## [What the task requires]
Nothing after the line with "0 #8d765c) drop-shadow(-2px" belongs in the copy; extract the lines below from the top through that line, pictures left out.
########################################
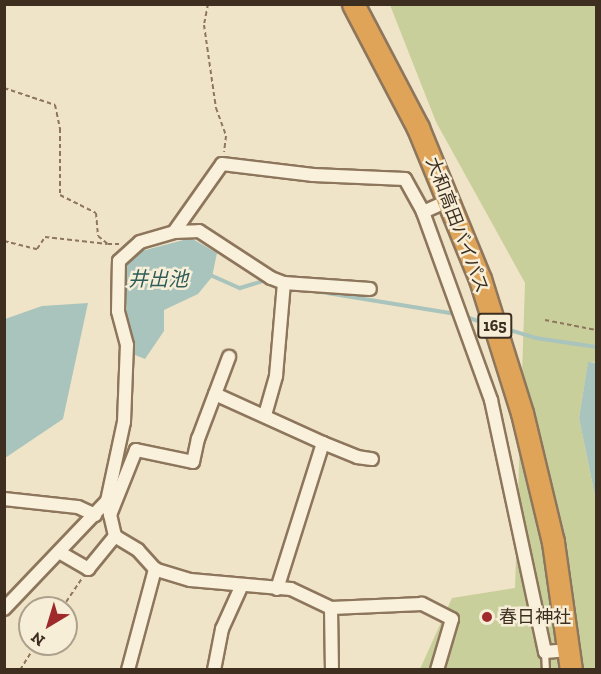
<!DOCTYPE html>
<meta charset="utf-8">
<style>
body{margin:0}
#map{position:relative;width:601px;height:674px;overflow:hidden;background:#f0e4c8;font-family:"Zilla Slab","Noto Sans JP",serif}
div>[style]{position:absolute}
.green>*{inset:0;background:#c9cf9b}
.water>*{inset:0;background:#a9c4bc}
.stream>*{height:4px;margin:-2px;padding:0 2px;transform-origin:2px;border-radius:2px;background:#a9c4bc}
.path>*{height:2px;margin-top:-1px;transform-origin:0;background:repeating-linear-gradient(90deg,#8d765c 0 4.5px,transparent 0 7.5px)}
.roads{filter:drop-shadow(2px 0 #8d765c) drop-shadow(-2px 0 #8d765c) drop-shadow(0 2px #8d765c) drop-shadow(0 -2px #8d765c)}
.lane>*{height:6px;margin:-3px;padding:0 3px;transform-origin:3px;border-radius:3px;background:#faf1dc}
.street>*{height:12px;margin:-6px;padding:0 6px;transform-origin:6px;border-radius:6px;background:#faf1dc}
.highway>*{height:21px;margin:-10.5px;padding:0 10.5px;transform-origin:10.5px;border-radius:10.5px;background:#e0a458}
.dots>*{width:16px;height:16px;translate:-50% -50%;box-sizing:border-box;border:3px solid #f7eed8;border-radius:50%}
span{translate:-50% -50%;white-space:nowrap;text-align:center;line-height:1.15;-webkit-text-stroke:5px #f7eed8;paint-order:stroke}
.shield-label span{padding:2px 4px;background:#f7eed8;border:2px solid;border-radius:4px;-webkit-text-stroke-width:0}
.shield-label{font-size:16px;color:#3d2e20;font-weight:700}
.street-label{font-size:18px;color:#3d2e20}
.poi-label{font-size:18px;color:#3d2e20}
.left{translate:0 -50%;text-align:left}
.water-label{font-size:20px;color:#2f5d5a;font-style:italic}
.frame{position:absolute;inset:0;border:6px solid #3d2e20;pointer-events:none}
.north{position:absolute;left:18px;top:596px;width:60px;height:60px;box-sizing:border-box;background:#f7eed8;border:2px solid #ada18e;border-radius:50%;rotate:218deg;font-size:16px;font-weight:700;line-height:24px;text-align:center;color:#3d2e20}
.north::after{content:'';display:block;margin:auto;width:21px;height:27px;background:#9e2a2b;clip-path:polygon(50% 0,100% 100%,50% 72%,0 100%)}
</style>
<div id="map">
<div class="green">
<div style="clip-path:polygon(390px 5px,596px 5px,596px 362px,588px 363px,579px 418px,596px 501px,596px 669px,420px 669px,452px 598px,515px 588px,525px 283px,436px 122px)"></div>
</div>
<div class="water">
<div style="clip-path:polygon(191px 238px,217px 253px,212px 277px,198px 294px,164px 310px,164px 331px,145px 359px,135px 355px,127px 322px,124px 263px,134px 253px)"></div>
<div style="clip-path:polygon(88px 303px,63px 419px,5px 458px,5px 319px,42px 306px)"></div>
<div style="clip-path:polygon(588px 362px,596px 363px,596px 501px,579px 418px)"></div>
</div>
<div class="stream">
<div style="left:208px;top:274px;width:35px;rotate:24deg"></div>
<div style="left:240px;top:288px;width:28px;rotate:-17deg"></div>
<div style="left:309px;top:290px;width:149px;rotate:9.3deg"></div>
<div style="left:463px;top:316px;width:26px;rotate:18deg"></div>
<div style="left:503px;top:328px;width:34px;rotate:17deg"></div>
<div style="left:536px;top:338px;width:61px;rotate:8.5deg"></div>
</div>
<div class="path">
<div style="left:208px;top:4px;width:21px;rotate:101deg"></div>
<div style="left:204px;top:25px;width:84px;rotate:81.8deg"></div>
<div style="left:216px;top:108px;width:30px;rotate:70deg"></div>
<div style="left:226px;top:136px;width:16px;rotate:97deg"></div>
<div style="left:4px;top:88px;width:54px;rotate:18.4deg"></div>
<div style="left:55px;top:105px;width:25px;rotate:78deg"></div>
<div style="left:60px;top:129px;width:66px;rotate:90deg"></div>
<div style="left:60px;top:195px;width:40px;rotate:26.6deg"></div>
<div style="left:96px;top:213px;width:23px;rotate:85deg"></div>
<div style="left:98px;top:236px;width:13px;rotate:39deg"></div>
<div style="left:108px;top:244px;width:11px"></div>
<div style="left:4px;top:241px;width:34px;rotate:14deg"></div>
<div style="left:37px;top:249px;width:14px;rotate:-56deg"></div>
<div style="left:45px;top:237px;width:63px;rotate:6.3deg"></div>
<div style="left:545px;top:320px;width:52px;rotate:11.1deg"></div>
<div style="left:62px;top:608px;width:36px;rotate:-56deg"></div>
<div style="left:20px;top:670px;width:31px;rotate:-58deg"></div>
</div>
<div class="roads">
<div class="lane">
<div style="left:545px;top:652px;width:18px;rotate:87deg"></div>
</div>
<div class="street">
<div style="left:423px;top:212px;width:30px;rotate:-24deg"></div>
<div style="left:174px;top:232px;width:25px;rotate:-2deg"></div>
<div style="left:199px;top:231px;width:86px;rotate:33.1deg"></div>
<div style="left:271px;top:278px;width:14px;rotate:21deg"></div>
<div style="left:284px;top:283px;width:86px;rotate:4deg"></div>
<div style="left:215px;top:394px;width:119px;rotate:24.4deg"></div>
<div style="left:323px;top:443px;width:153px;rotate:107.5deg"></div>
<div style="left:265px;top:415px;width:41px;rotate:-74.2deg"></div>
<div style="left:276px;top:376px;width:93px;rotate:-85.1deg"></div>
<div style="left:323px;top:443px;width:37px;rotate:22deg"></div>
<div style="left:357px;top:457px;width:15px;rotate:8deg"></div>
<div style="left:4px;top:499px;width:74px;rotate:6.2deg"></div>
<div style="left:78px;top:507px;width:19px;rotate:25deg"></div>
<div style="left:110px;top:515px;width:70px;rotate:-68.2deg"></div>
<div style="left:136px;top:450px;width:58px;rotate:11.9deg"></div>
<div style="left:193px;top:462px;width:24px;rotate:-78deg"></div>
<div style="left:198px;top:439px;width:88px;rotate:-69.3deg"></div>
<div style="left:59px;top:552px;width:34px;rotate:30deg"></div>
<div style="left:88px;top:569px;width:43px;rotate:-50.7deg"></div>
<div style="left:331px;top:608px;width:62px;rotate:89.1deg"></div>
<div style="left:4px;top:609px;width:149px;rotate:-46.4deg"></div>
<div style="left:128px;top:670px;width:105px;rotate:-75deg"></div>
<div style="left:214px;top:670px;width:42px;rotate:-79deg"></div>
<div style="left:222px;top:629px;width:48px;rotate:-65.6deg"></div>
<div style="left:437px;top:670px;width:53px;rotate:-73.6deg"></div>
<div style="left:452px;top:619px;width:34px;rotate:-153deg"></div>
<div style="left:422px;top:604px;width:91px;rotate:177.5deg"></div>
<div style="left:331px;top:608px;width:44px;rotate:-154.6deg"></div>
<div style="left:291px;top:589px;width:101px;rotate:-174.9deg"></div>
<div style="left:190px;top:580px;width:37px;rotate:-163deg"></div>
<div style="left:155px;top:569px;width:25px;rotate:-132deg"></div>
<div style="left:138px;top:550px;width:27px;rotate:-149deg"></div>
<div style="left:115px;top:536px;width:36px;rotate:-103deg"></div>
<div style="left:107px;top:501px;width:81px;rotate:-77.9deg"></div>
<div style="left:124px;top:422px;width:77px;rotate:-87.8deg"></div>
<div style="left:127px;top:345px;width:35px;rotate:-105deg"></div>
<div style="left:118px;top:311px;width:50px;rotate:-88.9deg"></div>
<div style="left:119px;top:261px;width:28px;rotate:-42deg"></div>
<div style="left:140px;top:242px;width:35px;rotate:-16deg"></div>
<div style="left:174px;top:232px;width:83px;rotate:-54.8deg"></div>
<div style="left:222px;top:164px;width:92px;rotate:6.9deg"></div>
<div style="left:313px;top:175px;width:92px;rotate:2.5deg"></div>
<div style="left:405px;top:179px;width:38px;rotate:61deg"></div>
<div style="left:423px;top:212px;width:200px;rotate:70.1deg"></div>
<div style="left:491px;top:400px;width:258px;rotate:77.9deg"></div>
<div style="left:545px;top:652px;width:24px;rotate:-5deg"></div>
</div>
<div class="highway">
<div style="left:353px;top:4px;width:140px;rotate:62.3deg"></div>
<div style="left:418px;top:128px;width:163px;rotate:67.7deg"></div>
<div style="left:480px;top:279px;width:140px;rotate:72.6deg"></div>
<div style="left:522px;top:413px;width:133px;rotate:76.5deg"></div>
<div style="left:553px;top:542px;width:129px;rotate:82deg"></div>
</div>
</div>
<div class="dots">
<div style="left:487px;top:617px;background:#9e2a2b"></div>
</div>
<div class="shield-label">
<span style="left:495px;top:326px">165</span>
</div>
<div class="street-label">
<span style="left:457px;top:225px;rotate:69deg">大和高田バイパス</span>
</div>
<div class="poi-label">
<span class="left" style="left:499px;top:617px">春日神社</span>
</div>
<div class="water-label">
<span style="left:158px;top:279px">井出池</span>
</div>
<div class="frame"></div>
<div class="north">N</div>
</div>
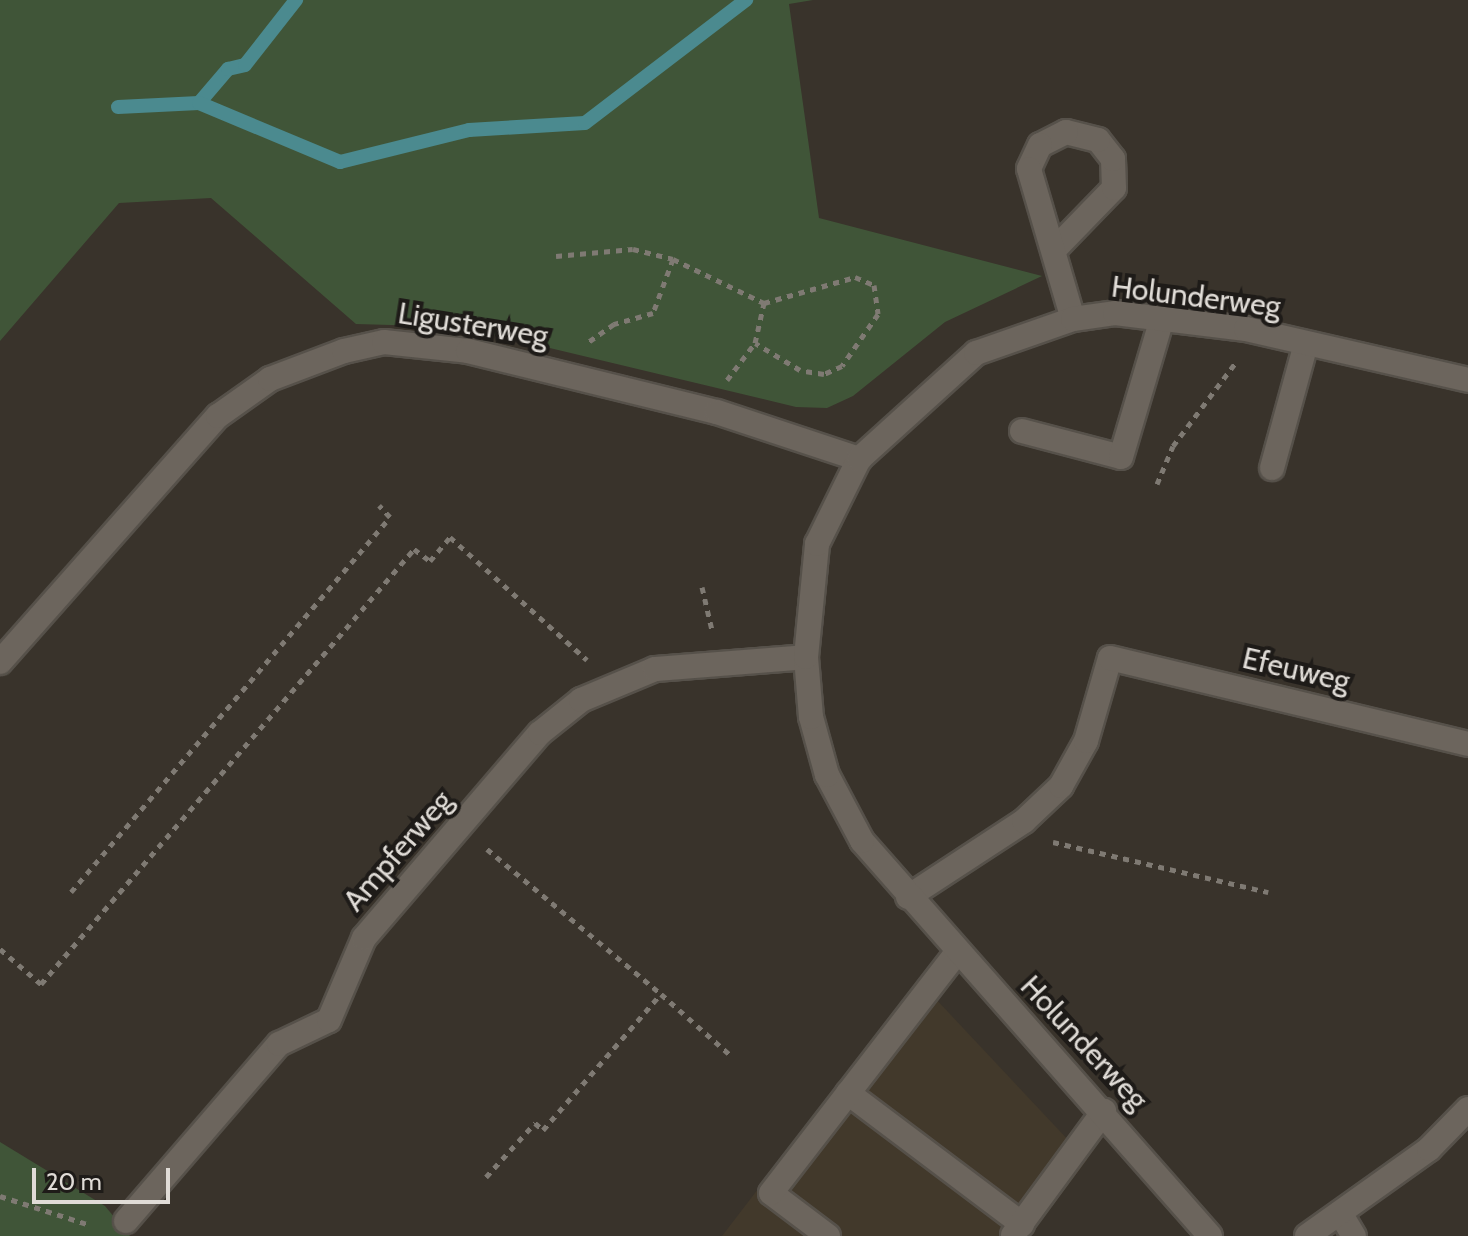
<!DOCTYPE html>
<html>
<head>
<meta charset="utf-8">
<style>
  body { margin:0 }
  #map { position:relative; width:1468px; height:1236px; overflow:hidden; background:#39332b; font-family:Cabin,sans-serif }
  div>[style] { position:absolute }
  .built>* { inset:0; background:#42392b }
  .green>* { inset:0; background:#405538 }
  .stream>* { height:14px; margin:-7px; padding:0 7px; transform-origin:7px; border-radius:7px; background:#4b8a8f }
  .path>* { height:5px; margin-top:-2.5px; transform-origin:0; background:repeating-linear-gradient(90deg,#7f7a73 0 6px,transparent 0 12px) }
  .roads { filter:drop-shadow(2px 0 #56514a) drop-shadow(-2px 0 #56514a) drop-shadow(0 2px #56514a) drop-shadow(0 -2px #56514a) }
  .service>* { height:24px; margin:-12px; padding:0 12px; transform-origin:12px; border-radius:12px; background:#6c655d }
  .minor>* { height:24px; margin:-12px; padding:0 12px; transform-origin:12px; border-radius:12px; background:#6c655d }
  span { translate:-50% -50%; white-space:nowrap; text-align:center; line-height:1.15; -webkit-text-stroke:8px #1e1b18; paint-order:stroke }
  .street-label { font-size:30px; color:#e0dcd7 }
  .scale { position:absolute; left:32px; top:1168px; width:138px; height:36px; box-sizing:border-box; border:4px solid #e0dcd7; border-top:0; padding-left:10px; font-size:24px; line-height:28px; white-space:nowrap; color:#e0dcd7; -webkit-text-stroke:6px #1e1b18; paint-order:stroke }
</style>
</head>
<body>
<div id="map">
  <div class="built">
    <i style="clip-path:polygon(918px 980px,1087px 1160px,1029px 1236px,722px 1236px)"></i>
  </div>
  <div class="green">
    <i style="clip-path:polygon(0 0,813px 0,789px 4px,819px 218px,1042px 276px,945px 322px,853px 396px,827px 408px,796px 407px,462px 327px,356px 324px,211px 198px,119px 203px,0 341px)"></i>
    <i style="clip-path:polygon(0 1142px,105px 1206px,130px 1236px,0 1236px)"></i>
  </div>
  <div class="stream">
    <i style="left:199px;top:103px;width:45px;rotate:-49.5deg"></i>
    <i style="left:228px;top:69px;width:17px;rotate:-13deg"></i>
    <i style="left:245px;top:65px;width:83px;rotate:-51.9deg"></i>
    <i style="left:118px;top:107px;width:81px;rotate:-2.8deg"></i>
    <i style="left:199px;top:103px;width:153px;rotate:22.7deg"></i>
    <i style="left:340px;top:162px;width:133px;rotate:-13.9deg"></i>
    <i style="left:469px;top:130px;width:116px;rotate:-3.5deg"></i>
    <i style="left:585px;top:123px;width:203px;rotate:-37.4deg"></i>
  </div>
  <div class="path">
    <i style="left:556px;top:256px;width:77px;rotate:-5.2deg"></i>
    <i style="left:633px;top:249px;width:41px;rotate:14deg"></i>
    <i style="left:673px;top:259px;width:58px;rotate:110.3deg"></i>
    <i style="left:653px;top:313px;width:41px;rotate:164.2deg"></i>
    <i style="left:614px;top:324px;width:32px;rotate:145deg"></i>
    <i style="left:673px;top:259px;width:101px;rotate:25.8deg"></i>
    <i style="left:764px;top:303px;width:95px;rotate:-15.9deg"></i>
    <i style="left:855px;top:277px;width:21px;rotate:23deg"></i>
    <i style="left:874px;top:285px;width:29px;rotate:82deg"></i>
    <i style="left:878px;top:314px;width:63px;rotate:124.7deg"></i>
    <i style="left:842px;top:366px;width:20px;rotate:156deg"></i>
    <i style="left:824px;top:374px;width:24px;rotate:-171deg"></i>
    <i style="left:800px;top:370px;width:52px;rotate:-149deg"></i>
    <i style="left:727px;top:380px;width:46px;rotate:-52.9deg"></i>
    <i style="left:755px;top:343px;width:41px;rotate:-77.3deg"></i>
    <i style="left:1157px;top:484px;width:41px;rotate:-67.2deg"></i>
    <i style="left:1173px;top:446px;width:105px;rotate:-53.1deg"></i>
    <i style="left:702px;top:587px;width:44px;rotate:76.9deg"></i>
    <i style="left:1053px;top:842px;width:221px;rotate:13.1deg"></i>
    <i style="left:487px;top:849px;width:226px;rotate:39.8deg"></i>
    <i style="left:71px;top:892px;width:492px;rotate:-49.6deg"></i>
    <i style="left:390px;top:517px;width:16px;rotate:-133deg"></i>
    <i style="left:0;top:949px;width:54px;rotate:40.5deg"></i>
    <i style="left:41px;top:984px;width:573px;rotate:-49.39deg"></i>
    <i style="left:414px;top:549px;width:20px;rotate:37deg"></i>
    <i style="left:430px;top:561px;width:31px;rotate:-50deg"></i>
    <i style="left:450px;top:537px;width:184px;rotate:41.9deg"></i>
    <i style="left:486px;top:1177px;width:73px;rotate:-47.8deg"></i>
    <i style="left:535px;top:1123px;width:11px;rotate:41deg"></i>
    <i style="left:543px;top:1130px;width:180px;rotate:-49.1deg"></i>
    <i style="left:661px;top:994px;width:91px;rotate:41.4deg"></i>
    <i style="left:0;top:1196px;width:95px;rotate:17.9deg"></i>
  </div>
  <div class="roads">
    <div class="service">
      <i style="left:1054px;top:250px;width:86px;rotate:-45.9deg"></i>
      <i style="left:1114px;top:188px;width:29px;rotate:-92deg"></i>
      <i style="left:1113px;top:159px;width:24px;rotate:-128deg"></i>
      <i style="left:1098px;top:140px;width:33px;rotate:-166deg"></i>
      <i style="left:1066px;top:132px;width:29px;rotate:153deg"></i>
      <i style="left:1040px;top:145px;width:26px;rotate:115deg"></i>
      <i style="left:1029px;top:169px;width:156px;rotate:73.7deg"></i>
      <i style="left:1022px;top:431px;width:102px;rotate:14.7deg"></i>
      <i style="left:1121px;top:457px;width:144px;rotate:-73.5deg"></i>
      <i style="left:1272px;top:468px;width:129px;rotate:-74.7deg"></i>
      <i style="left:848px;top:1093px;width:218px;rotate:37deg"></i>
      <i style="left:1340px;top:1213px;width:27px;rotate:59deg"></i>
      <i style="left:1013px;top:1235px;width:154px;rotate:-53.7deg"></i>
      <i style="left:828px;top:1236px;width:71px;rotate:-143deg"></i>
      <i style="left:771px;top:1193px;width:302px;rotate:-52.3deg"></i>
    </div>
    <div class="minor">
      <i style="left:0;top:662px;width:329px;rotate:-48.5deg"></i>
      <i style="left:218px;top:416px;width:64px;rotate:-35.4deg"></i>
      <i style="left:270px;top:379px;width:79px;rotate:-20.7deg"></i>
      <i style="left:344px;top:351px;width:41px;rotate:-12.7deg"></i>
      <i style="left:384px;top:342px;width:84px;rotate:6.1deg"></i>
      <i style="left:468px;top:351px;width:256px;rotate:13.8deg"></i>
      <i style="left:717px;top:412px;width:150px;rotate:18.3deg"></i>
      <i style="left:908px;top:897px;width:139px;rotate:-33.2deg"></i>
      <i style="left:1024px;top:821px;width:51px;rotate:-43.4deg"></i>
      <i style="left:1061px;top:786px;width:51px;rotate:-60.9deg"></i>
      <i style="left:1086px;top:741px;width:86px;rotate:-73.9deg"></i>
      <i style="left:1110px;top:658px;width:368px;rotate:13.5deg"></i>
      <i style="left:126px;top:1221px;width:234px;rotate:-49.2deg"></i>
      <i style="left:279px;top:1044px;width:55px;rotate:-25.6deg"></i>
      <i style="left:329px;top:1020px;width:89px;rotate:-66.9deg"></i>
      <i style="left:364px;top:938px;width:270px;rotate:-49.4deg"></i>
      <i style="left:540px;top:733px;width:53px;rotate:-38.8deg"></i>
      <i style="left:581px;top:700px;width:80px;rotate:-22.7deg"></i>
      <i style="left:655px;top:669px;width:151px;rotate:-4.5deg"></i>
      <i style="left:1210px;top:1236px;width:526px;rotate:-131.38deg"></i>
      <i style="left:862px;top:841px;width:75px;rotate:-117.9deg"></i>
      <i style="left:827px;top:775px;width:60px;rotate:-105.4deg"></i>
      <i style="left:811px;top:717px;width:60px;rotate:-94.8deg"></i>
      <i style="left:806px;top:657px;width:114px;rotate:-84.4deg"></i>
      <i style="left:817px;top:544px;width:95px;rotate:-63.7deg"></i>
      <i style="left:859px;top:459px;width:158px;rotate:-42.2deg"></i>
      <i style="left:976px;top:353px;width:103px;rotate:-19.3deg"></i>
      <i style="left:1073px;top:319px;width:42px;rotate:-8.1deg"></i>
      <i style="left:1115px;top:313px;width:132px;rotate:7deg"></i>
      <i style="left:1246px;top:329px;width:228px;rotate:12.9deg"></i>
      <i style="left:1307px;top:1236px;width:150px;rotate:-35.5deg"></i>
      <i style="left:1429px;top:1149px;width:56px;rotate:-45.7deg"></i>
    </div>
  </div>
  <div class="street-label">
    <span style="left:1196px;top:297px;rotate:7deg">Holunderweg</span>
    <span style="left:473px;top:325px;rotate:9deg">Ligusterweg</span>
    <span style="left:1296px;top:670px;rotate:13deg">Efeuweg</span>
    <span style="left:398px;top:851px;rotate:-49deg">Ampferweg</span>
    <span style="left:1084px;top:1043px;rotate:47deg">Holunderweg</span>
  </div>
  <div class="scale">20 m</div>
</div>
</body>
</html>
########################################
## [Task solution]
<!DOCTYPE html>
<meta charset="utf-8">
<style>
body{margin:0}
#map{position:relative;width:601px;height:674px;overflow:hidden;background:#f0e4c8;font-family:"Zilla Slab","Noto Sans JP",serif}
div>[style]{position:absolute}
.green>*{inset:0;background:#c9cf9b}
.water>*{inset:0;background:#a9c4bc}
.stream>*{height:4px;margin:-2px;padding:0 2px;transform-origin:2px;border-radius:2px;background:#a9c4bc}
.path>*{height:2px;margin-top:-1px;transform-origin:0;background:repeating-linear-gradient(90deg,#8d765c 0 4.5px,transparent 0 7.5px)}
.roads{filter:drop-shadow(2px 0 #8d765c) drop-shadow(-2px 0 #8d765c) drop-shadow(0 2px #8d765c) drop-shadow(0 -2px #8d765c)}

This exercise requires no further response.